Pastor says addressing resistance to Biden administration is part of the job
By ALLIE YANG, ABC News
(RALEIGH, NC) — Pastor Chad Harvey admits that emotions are still “a little high” after President Joe Biden’s inauguration this week. His congregation in Raleigh, North Carolina, largely supported former President Donald Trump’s reelection.
Still, Harvey says his flock is slowly coming to terms with Trump’s loss.
“It’s God who raises up leaders, and it’s God who deposes leaders,” he told “Nightline.” “We are to submit to whoever is in control. And so I think our people act as some of the emotional mess of the initial day after the election, after they got over that, I think they’re actually in good shape.”

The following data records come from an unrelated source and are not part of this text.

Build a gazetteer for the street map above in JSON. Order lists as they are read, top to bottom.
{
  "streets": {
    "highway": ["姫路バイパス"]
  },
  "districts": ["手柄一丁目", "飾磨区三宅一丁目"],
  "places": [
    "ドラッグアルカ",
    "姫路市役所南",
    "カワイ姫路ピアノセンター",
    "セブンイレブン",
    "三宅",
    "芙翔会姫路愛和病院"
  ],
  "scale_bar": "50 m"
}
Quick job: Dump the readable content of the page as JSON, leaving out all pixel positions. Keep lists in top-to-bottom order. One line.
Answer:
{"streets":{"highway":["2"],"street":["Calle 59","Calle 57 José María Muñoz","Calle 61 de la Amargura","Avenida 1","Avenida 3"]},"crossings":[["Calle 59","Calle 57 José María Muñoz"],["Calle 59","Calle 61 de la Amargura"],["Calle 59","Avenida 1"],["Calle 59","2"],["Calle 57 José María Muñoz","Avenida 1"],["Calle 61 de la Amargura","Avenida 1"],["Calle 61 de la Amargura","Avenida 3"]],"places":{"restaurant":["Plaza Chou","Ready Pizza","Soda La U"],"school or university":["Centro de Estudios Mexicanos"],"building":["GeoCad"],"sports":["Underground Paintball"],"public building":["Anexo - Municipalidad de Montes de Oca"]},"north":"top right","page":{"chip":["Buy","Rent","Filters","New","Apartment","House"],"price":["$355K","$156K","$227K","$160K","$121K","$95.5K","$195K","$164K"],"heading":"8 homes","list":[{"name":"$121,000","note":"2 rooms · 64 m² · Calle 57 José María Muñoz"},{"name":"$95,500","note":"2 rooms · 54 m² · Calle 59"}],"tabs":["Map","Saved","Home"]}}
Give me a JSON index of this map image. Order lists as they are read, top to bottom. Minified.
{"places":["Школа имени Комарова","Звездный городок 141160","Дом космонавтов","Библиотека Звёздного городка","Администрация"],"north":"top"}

Harvey, who has led the Cross Assembly Church since 2002, said he’s found himself combating misinformation in order to “calm the waters.”
“I’ve had to ask our people to calm down and not go off on conspiratorial tangents,” he said. “I’ve heard everything from the Vatican was behind the riots, to special forces broke into the chambers to steal Nancy Pelosi’s computer. I’ve asked our people just to lay all that mess aside.”
He said his Pentacostal congregation has also passed around prophecies Trump would be reelected.
“I’m having to let folks know that sometimes people get it wrong and some of their favorite prophets and prophetesses got it wrong,” Harvey said. “Donald Trump is not going to be president, at least for the next four years. … People got caught up in emotion and that was it.”
Sometimes, he said frustration is directed at him for being the bearer of bad news.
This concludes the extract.